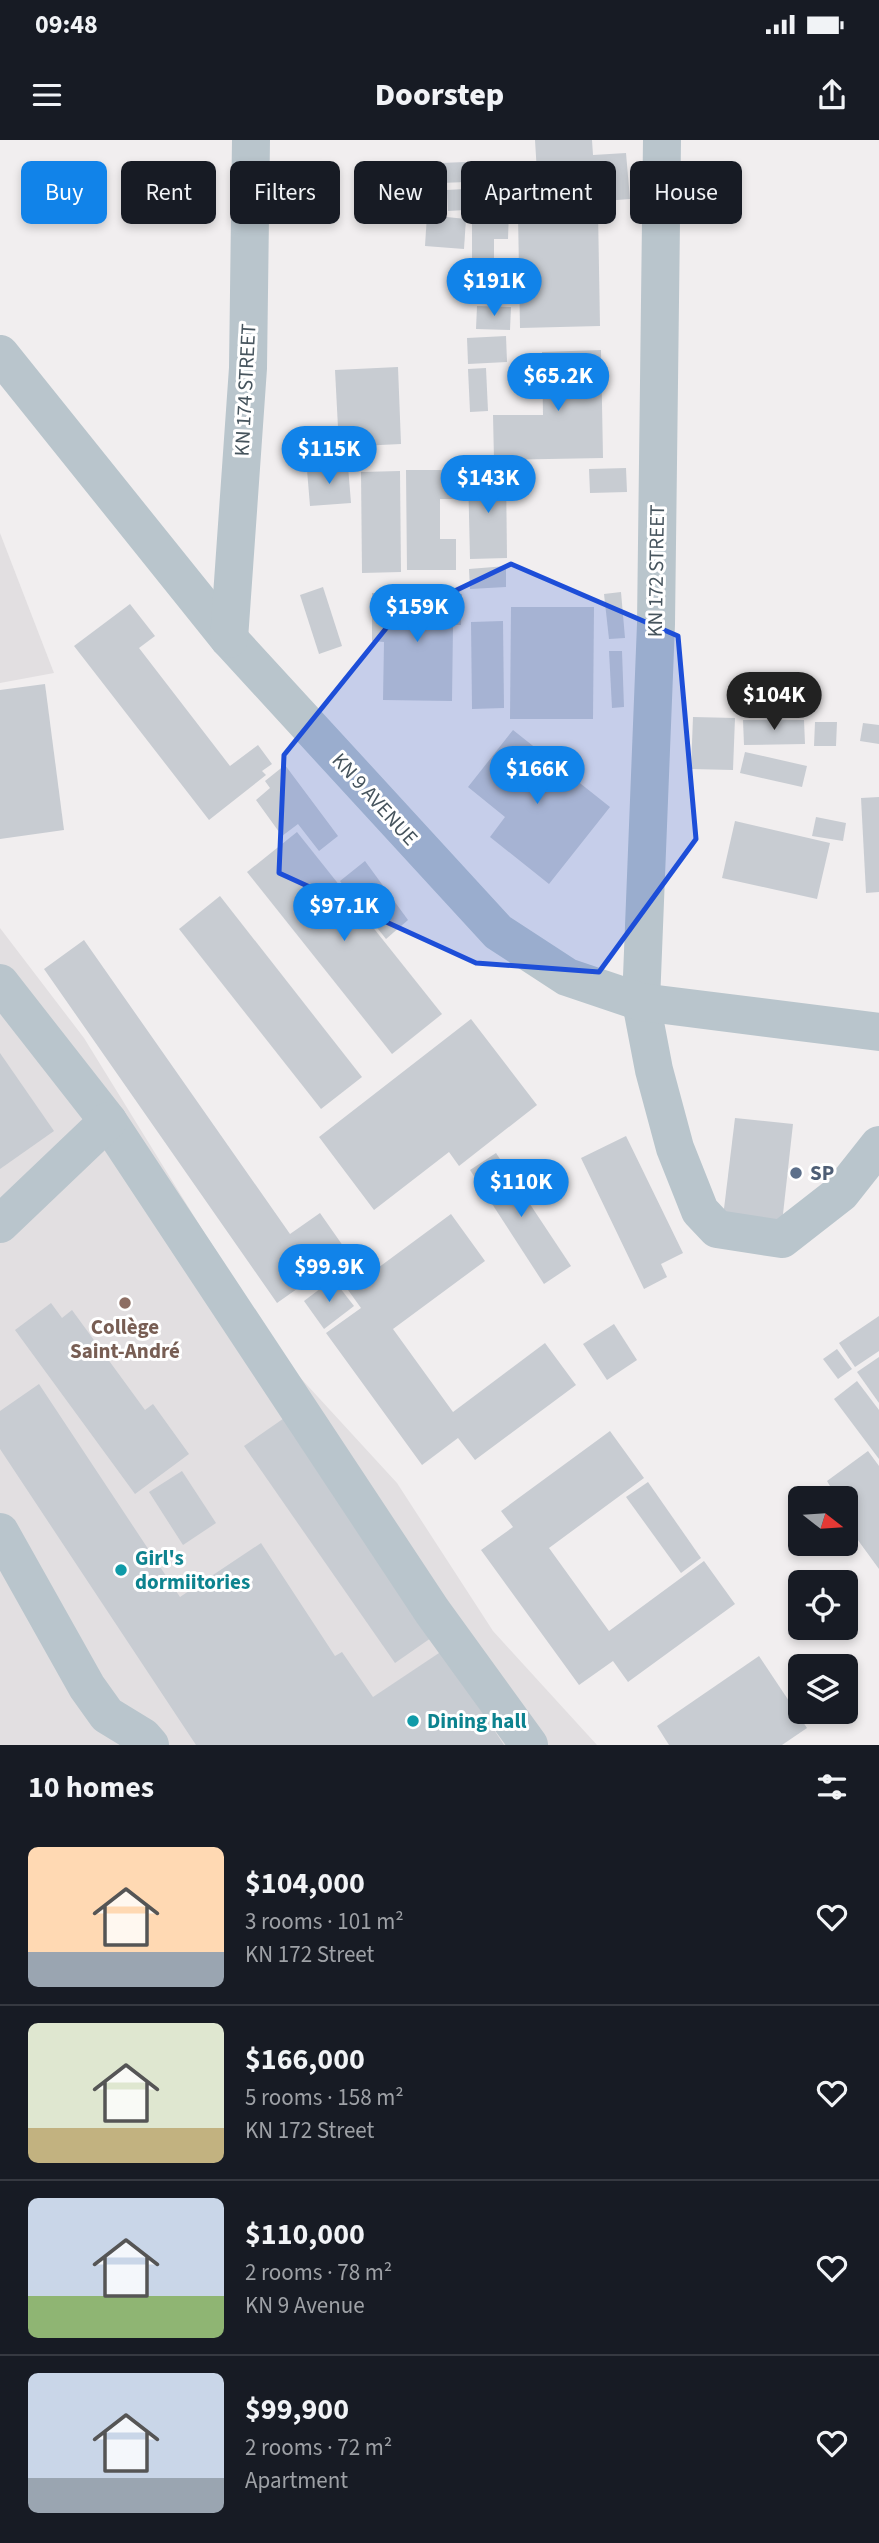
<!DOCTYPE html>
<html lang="en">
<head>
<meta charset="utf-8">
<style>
  body { margin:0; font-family:"Source Sans 3",sans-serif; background:#242831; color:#f1f3f6; height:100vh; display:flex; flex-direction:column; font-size:26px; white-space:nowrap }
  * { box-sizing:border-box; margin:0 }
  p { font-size:23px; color:#9ea1a6 }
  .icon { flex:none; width:38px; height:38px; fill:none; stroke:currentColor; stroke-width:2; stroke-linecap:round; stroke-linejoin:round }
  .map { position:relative; height:1605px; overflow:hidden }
  .sheet { display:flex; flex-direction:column; background:#171b24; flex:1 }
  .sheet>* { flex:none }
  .top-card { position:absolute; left:21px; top:21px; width:838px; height:63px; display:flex; gap:14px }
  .needle { width:46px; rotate:107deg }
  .tools { position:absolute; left:788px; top:1346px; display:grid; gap:14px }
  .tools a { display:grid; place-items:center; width:70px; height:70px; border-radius:10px; background:#171b24; box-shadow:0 4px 10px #0003; font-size:35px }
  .price { position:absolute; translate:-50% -60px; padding:0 16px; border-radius:24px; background:#1183e9; color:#fff; font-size:23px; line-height:46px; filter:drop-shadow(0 2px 4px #0008) }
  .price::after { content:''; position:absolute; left:50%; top:42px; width:21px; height:16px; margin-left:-10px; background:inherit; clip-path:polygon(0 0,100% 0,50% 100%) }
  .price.current { background:#222; color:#fff }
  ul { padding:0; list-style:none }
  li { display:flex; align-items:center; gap:21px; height:175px; padding:0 28px }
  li+li { border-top:2px solid #363941 }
  li span { display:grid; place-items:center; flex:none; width:196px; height:140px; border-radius:10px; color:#555 }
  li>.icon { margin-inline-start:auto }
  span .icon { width:84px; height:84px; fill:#fffc; stroke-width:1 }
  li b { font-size:30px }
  h2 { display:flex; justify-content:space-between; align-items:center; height:84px; padding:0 28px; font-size:30px }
  .chip { padding:0 24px; border-radius:10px; background:#171b24; box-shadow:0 4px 10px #0003; font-size:24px; line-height:63px }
  .chip.current { background:#1183e9; color:#fff }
  .status { display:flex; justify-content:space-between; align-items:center; height:49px; padding:0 35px; background:#171b24; direction:ltr }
  .status svg { height:19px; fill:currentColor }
  header { display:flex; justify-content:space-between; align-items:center; height:91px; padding:0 28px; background:#171b24; font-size:32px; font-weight:800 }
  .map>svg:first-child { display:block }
  .education { fill:#e2dfe1 }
  .building { fill:#c8ccd2 }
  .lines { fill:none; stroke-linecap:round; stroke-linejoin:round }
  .minor { stroke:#b9c5cc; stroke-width:38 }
  .marked { fill:#1d4ed8; fill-opacity:0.2; stroke:#1d4ed8; stroke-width:5; stroke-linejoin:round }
  .service-dot { fill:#5c6f8a; stroke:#fff; stroke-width:2.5 }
  .education-dot { fill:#8d6e63; stroke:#fff; stroke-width:2.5 }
  .culture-dot { fill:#0f9aa8; stroke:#fff; stroke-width:2.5 }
  .labels { text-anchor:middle; stroke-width:6; stroke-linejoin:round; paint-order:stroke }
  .street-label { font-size:21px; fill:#46545d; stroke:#fff }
  .service-label { font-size:21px; font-weight:bold; fill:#4e5e75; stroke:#fff; text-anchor:start }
  .education-label { font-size:21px; font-weight:bold; fill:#785e54; stroke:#fff }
  .culture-label { font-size:21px; font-weight:bold; fill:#0d838f; stroke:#fff; text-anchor:start }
</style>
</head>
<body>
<div class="status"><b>09:48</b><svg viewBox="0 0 49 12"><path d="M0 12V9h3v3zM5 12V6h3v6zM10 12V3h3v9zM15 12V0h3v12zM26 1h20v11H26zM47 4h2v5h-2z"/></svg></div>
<header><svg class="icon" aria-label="menu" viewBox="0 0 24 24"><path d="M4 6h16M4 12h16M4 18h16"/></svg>Doorstep<svg class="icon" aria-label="share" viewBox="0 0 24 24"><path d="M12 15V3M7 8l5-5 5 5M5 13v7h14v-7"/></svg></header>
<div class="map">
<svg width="879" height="1605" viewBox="0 0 879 1605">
  <rect width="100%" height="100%" fill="#f1eeef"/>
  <g class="education">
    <path d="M0,393L54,533L0,543Z"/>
    <path d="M0,788L84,898L205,1094L296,1233L397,1343L493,1491L597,1605H0Z"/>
  </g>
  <g class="building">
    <path d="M535,0H592L593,15L626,13L630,59L539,66Z"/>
    <path d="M466,22L467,42L414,44V24Z"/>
    <path d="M520,23V57H479L478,24Z"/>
    <path d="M464,49L465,70L448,71L447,50Z"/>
    <path d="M472,70H509L508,99H494V125L472,124Z"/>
    <path d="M598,71L600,186L520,188L518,74Z"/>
    <path d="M427,75L466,79L464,109L425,106Z"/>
    <path d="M505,128L506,156L468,159L466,130Z"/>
    <path d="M477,166L511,167L510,190L476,189Z"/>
    <path d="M506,196L507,222L468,224L467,198Z"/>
    <path d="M601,210L603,318L494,320L493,275H543L542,212Z"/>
    <path d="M398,227L401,304L339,307L335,230Z"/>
    <path d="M486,228L488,271L470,272L468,229Z"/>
    <path d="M348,326L351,363L310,366L307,330Z"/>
    <path d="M626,328L627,352L590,353L589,329Z"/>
    <path d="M406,330H456V359H440V399H456V430H407Z"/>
    <path d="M400,331L401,432L362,433L361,332Z"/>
    <path d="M506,331L507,418L470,419L468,332Z"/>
    <path d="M506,426V447L470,449L469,429Z"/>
    <path d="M323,447L342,506L319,514L300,455Z"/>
    <path d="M621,452L625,498L609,499L604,454Z"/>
    <path d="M372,453L462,454L461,485H453L452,561L383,560L384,502L372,501Z"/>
    <path d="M130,464L155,496L139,508L230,626L258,605L272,624L262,631L266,635L209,680L74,506Z"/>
    <path d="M511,467H594L593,579H510Z"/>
    <path d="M503,481L504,568L472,569L471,482Z"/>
    <path d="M609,511H622L624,567L612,568Z"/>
    <path d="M45,544L64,690L0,699V550Z"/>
    <path d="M693,577L735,578L733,630L691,629Z"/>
    <path d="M743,580H804L805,604L744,605Z"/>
    <path d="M815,582H837L836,606H814Z"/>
    <path d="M863,583L879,585V604L860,601Z"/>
    <path d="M513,590L610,667L549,744L490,697L505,677L468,647Z"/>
    <path d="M745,612L807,626L802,647L740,633Z"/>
    <path d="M285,625L338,696L319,711L298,684L282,696L256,660L270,648L265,641Z"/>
    <path d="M879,657V752L866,753L861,658Z"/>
    <path d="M816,677L846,683L843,701L812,696Z"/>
    <path d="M735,681L830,703L817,759L722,738Z"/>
    <path d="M297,692L442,874L392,914L247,732Z"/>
    <path d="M365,721L408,780L386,799L340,741Z"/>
    <path d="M220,756L362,937L321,969L179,789Z"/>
    <path d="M84,800L290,1094L320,1073L348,1113L277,1163L44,829Z"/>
    <path d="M471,879L537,965L459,1026L449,1012L374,1070L319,997Z"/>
    <path d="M0,913L54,991L0,1029Z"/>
    <path d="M735,978L793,984L782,1083L723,1077Z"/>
    <path d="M626,996L683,1113L661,1124L667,1137L644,1149L581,1018Z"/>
    <path d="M496,1013L571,1126L544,1144L470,1030Z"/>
    <path d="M451,1074L485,1121L393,1189L453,1272L545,1203L576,1245L475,1320L458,1298L422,1325L326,1193L361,1168L348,1150Z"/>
    <path d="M333,1139L354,1166L324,1189L304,1161Z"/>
    <path d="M51,1163L62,1178L72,1170L145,1270L153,1264L189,1314L135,1354L15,1190Z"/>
    <path d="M879,1176V1211L855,1227L839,1203Z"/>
    <path d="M614,1184L637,1220L607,1240L583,1204Z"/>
    <path d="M837,1209L852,1229L838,1239L823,1219Z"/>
    <path d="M879,1217V1263L857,1232Z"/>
    <path d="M857,1241L879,1270V1319L834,1259Z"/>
    <path d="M39,1244L180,1457L261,1403L335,1516L342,1512L373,1557L442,1511L504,1605H196L0,1309V1271Z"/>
    <path d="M290,1274L441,1491L395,1523L244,1306Z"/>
    <path d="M610,1291L644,1338L549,1408L609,1491L704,1421L735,1464L628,1542L613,1521L579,1545L481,1410L513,1387L501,1371Z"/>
    <path d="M868,1311L879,1326V1429L852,1392L845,1398V1358H814L830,1346L827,1341Z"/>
    <path d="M182,1331L216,1383L183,1405L149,1352Z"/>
    <path d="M648,1342L701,1418L681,1433L626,1357Z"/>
    <path d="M759,1516L807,1588L782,1605H669L657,1586Z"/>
  </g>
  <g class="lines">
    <g class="minor">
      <path d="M662,0L656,484L641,862L654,930L675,1008L700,1071L717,1089L782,1099L841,1053L879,1005"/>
      <path d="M0,214L229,499L498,792L567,837L641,862L879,892"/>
      <path d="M229,499L248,228L251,0"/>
      <path d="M0,843L108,981L432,1471L529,1605"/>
      <path d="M0,1084L108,981"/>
      <path d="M0,1392L87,1547L107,1575L143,1597L150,1605"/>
    </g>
  </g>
  <path class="marked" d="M511,424L678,496L696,699L599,832L476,823L279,733L284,615L392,481Z"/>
  <circle class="service-dot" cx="796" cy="1033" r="7"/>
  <circle class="education-dot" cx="125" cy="1163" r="7"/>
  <g class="culture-dot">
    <circle cx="121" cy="1430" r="7"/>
    <circle cx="413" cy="1581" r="7"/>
  </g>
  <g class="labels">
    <g class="street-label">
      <text transform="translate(245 250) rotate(-87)" y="7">KN 174 STREET</text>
      <text transform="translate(656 431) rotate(-89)" y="7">KN 172 STREET</text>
      <text transform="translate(375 659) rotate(48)" y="7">KN 9 AVENUE</text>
    </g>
    <g class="service-label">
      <text x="810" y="1040">SP</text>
    </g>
    <g class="education-label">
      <text x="125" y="1194">Collège<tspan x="125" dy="24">Saint-André</tspan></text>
    </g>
    <g class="culture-label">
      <text x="135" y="1425">Girl's<tspan x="135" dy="24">dormiitories</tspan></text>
      <text x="427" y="1588">Dining hall</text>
    </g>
  </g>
</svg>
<div class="tools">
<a><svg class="needle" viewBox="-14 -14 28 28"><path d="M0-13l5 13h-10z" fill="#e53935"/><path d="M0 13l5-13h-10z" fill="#9ea1a6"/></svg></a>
<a><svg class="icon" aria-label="locate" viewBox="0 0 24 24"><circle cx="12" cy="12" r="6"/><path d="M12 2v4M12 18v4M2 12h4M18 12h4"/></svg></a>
<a><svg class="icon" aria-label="layers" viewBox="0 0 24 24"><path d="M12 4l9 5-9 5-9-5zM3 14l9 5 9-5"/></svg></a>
</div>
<b class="price" style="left:494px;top:178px">$191K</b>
<b class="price" style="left:558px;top:273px">$65.2K</b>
<b class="price" style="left:329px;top:346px">$115K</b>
<b class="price" style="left:488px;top:375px">$143K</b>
<b class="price" style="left:417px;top:504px">$159K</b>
<b class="price current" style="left:774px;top:592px">$104K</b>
<b class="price" style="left:537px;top:666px">$166K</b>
<b class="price" style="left:344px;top:803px">$97.1K</b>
<b class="price" style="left:521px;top:1079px">$110K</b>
<b class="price" style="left:329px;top:1164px">$99.9K</b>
<div class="top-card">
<a class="chip current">Buy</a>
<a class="chip">Rent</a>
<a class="chip">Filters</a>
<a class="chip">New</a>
<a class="chip">Apartment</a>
<a class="chip">House</a>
</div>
</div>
<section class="sheet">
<h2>10 homes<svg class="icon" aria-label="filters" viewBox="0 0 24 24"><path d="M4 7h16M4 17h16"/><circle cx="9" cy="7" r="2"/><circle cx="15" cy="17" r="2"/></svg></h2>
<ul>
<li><span style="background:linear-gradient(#ffd9b3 75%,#9aa5b1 0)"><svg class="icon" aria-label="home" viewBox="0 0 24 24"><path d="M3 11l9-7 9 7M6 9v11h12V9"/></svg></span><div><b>$104,000</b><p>3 rooms · 101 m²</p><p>KN 172 Street</p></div><svg class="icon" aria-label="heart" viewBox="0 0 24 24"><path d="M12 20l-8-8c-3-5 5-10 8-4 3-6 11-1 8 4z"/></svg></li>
<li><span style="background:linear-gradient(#dfe7d0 75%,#c2b280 0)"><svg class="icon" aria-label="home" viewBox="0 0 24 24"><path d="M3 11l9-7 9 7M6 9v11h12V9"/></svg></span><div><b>$166,000</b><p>5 rooms · 158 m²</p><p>KN 172 Street</p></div><svg class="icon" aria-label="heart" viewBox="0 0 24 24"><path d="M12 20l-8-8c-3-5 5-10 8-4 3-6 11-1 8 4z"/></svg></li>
<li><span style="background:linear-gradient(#c9d6e8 70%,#8fb573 0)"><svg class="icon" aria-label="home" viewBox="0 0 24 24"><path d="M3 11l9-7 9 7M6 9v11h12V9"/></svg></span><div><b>$110,000</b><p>2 rooms · 78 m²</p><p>KN 9 Avenue</p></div><svg class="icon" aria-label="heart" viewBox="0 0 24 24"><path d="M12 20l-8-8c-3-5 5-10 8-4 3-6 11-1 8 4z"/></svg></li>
<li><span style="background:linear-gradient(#c9d6e8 75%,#9aa5b1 0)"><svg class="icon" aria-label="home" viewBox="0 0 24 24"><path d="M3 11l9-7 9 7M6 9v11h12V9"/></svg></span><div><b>$99,900</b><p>2 rooms · 72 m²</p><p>Apartment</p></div><svg class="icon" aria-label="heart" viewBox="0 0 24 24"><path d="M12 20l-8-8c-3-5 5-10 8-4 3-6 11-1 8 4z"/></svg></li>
</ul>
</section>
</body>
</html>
┄┄┄┄┄┄┄┄┄┄
=== YOUR INSTRUCTIONS ===
State the number of lines above that include "linecap", and nothing further.

=== RESULT OF THIS TASK ===
2